Provided material section start

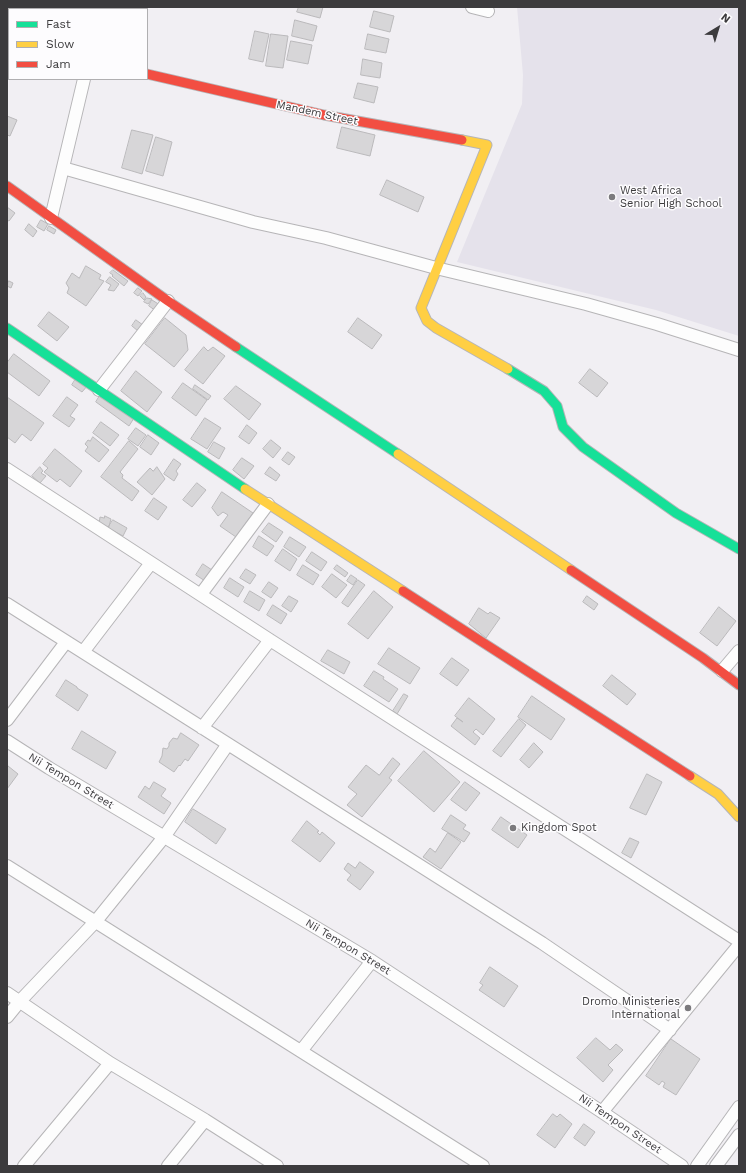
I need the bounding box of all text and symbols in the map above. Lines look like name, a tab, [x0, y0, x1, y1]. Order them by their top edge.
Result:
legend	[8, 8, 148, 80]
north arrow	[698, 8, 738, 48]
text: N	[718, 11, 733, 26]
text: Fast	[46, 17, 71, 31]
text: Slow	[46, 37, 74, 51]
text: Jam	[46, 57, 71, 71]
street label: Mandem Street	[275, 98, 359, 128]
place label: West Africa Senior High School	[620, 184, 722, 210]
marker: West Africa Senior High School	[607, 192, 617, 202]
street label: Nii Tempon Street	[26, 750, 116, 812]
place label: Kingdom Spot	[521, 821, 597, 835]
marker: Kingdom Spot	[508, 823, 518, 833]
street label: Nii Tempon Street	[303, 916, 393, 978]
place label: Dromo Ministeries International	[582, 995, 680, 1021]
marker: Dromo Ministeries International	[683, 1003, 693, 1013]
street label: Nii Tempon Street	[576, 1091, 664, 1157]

Provided material section end
Provided material section start

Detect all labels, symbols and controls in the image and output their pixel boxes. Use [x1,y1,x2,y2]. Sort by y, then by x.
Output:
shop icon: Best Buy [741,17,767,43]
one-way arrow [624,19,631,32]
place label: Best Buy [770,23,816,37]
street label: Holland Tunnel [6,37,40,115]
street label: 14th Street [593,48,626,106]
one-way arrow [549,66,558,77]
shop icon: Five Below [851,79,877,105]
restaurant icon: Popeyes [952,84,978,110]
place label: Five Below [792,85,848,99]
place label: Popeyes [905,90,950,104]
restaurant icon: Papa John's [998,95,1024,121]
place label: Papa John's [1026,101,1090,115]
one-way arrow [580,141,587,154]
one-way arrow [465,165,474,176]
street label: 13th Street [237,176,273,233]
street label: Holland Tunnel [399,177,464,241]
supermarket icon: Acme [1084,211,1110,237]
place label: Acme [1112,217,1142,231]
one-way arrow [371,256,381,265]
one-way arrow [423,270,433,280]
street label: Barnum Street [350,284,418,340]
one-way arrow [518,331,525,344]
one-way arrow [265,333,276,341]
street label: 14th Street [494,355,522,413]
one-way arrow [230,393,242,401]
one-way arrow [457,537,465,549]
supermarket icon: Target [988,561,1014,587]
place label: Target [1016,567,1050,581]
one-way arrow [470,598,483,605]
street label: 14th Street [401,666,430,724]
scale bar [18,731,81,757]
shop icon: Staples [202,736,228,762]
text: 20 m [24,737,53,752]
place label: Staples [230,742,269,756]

Provided material section end
Provided material section start

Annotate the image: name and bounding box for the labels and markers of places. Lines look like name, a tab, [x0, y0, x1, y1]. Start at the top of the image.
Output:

Provided material section end

Using the entries, count the lines that hold the string "their"; nothing but the number is needed.

2